PROBLEM DETAILS: Return the lines below that carry the word "sans".

┄┄┄┄┄┄┄┄┄┄┄┄┄┄┄┄┄┄┄┄

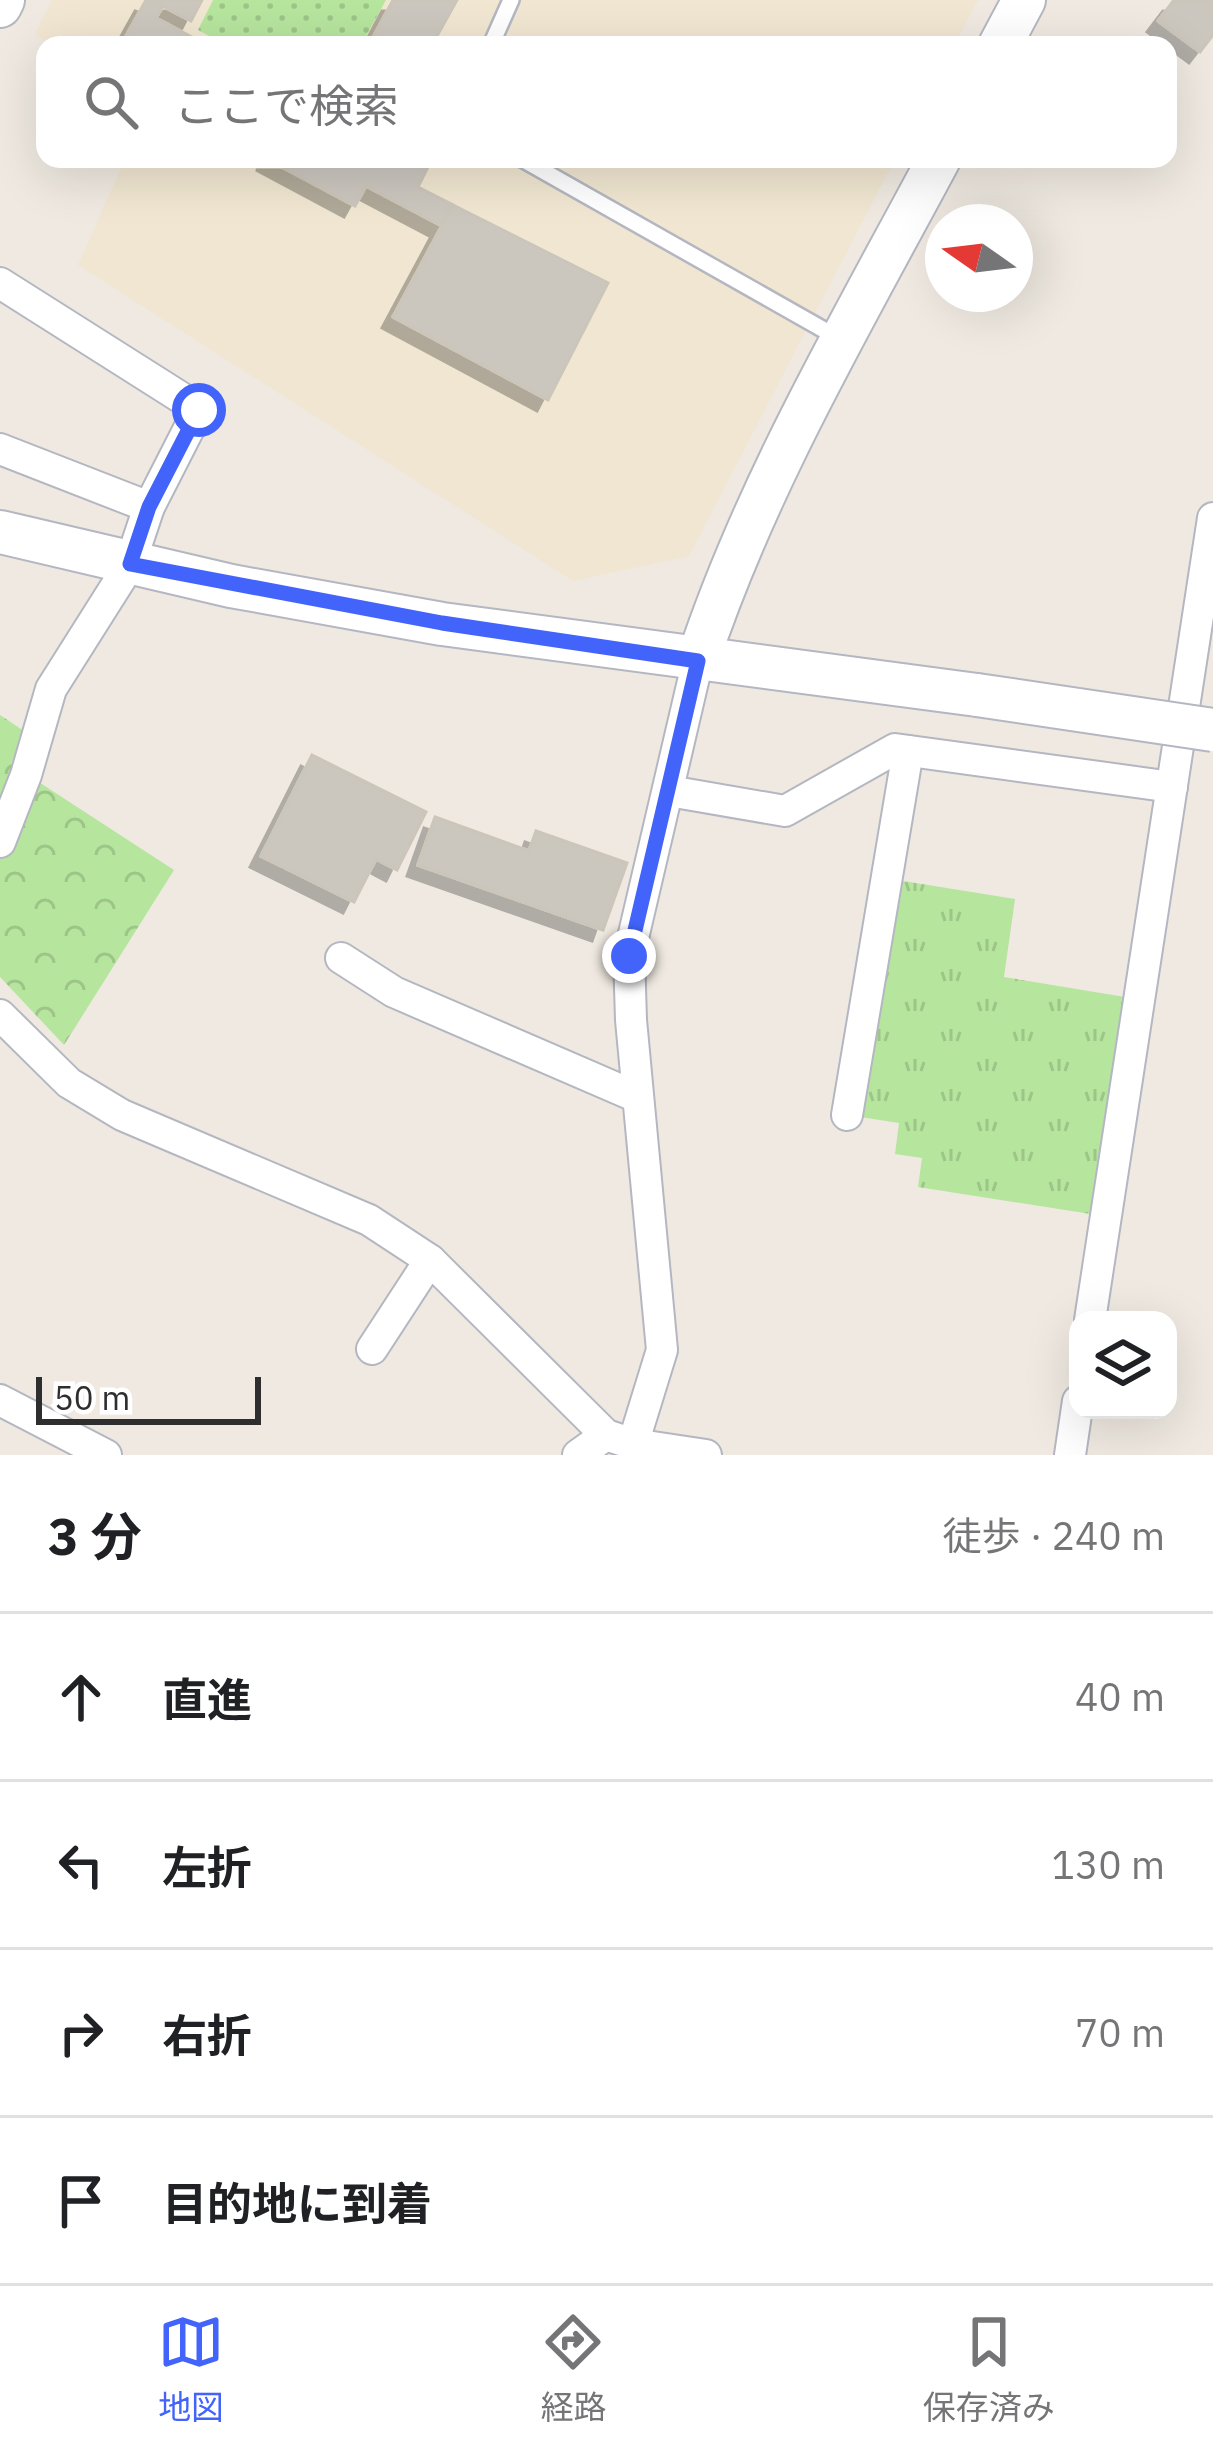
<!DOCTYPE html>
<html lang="ja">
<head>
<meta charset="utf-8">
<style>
  :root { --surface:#fff; --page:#f2f2f2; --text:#202124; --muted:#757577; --line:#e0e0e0; --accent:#4264fb }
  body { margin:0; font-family:"IBM Plex Sans","Noto Sans JP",sans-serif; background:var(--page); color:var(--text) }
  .controls { position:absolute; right:36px; bottom:36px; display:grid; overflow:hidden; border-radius:24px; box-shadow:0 12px 48px #0002 }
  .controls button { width:108px; height:108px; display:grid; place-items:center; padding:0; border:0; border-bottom:3px solid var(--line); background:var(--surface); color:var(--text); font:60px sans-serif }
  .compass { position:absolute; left:925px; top:204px; width:108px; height:108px; border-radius:50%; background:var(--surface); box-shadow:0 12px 48px #0002; rotate:284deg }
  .scale { position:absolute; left:36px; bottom:30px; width:225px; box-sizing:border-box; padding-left:12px; border:6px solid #2e2e2e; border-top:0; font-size:33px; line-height:42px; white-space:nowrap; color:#2e2e2e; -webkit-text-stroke:9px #fff; paint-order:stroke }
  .stop { position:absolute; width:36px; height:36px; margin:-27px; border:9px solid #4264fb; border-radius:50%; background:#fff }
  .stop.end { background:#4264fb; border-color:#fff; box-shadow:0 3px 12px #0008 }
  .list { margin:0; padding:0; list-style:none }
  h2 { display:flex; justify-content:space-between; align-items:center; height:156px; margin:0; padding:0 48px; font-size:51px }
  h2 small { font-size:39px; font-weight:400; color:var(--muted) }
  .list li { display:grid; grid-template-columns:78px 1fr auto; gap:36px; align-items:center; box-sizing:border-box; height:168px; padding:0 48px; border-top:3px solid var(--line) }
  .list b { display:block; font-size:45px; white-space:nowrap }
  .list em { font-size:39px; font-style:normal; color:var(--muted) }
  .icon { flex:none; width:66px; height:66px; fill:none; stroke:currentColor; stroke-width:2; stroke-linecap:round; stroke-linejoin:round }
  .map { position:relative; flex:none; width:1213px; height:1455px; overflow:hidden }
  .search { position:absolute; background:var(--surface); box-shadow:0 12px 48px #0002; left:36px; right:36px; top:36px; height:132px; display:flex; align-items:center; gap:30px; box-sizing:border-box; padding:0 42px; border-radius:24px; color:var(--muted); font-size:45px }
  .sheet { height:828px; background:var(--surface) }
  nav { display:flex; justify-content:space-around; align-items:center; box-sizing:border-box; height:168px; border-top:3px solid var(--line); background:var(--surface); font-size:33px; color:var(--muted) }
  nav a { display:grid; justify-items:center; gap:6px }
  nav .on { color:var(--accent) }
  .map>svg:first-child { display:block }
  .education { fill:#f0e6d1 }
  .grass { fill:url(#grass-tufts) }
  .park { fill:url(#park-crowns) }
  .garden { fill:url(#garden-dots) }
  .building { fill:#cbc7bf; stroke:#cbc5ba; stroke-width:3; filter:url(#shadow) }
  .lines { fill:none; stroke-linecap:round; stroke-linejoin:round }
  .lane-casing { stroke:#b4b7c1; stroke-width:20 }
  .street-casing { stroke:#b4b7c1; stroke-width:34 }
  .secondary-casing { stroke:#b4b7c1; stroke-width:46 }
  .lane { stroke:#fff; stroke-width:15 }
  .street { stroke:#fff; stroke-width:30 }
  .secondary { stroke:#fff; stroke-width:42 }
  .secondary-bridge-casing { stroke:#b4b7c1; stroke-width:46; stroke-linecap:butt }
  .secondary-bridge { stroke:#fff; stroke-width:42 }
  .route { stroke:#4264fb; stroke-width:15 }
</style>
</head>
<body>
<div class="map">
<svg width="1213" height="1455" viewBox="0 0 1213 1455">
  <defs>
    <pattern id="grass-tufts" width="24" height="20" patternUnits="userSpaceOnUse" patternTransform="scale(3)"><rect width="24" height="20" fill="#b6e59e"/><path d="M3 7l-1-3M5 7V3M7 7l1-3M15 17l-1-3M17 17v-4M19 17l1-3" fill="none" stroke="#9dc588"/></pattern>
    <pattern id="park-crowns" width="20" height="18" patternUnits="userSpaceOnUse" patternTransform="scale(3)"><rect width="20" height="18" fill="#b6e59e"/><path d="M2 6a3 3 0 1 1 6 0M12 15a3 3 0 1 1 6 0" fill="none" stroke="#9dc588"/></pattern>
    <pattern id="garden-dots" width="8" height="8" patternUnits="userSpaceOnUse" patternTransform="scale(3)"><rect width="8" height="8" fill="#b6e59e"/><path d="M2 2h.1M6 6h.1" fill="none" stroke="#9dc588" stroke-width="1.8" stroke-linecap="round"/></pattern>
    <filter id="shadow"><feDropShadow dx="-11" dy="11" stdDeviation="0" flood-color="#0004"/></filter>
  </defs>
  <rect width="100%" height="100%" fill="#efe9e1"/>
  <!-- education -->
  <g class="education">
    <polygon points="52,0 978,0 954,45 53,45 35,34"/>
    <polygon points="125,159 895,159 689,556 573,581 78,265"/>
  </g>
  <!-- grass -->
  <polygon class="grass" points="897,880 1015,899 1004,977 1131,998 1097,1215 918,1187 922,1158 895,1154 899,1123 860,1117"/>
  <!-- park -->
  <polygon class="park" points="0,715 24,731 11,764 174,870 64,1045 0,977"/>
  <!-- garden -->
  <polygon class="garden" points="213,0 386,0 361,45 226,45 198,30"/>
  <!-- building -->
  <g class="building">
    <polygon points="146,0 163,6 156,18 207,45 121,45"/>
    <polygon points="151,0 202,0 191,21"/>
    <polygon points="393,0 457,0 432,45 369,45"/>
    <polygon points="1174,0 1213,0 1213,35 1200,52 1158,21"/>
    <polygon points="267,159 422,159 430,163 418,187 453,205 442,226 366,186 355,206"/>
    <polygon points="453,205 608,283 548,400 393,317"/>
    <polygon points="312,755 426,812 397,870 376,859 354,902 261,856"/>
    <polygon points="435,817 529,851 536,831 627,863 603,930 418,865"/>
  </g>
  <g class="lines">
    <!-- lane casing -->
    <g class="lane-casing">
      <g id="lane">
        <polyline points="491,45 511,0"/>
        <polyline points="522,159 840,339"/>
      </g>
    </g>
    <!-- street casing -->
    <g class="street-casing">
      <g id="street">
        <polyline points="0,283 199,409 149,507 130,564 51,689 26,775 0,842"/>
        <polyline points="0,449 149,507"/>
        <polyline points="669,791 785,811 895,749 1172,787"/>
        <polyline points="341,958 394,992 637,1097"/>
        <polyline points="0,1015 69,1083 122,1115 369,1220 430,1260 606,1435 633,1444 706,1455"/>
        <polyline points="847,1115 908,751"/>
        <polyline points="1090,1320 1213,518"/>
        <polyline points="372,1349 430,1260"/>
        <polyline points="0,1400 106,1455"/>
        <polyline points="633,1444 662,1350 631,1020 629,955 698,660"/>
        <polyline points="578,1455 606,1435"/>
        <polyline points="1070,1455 1078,1401"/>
      </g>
    </g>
    <!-- secondary casing -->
    <g class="secondary-casing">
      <g id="secondary">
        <polyline points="0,6 3,0"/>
        <polyline points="1000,45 1024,0"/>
        <polyline points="0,532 231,586 442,624 977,695"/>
        <path d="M698,660C756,485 852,322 939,159"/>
      </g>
    </g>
    <!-- lane -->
    <use href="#lane" class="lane"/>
    <!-- street -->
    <use href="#street" class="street"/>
    <!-- secondary -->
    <use href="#secondary" class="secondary"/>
    <!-- secondary-bridge casing -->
    <g class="secondary-bridge-casing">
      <polyline id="secondary-bridge" points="977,695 1213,730"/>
    </g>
    <!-- secondary-bridge -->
    <use href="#secondary-bridge" class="secondary-bridge"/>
  </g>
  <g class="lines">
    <!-- route -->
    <polyline class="route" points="199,410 149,507 130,564 442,623 698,661 629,956"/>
  </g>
</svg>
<div class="controls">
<button><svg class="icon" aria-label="layers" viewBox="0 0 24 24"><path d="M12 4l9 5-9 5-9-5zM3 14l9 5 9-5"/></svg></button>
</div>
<svg class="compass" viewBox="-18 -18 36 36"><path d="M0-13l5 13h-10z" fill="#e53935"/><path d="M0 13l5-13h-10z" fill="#757577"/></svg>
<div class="scale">50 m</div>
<div class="stop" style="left:199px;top:410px"></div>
<div class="stop end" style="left:629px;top:956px"></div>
<div class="search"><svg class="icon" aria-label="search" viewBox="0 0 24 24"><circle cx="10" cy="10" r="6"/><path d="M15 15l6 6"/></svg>ここで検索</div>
</div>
<section class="sheet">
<h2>3 分<small>徒歩 · 240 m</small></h2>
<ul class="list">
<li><svg class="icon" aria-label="ahead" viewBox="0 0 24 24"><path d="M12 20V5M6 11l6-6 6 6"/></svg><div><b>直進</b></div><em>40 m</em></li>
<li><svg class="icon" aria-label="left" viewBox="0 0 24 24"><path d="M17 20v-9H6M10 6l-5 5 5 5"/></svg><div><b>左折</b></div><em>130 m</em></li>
<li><svg class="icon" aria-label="right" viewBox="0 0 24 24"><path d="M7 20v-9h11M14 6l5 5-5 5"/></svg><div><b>右折</b></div><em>70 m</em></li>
<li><svg class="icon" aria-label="arrive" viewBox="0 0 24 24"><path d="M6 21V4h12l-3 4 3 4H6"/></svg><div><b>目的地に到着</b></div></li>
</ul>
</section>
<nav>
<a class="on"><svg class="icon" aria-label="map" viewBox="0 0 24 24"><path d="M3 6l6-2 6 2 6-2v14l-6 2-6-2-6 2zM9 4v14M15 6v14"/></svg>地図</a>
<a><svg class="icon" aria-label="directions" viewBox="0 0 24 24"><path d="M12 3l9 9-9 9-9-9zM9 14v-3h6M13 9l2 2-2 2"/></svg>経路</a>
<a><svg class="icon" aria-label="saved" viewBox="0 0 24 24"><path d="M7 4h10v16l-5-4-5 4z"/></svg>保存済み</a>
</nav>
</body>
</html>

┄┄┄┄┄┄┄┄┄┄┄┄┄┄┄┄┄┄┄┄

RESPONSE AREA:
  body { margin:0; font-family:"IBM Plex Sans","Noto Sans JP",sans-serif; background:var(--page); color:var(--text) }
  .controls button { width:108px; height:108px; display:grid; place-items:center; padding:0; border:0; border-bottom:3px solid var(--line); background:var(--surface); color:var(--text); font:60px sans-serif }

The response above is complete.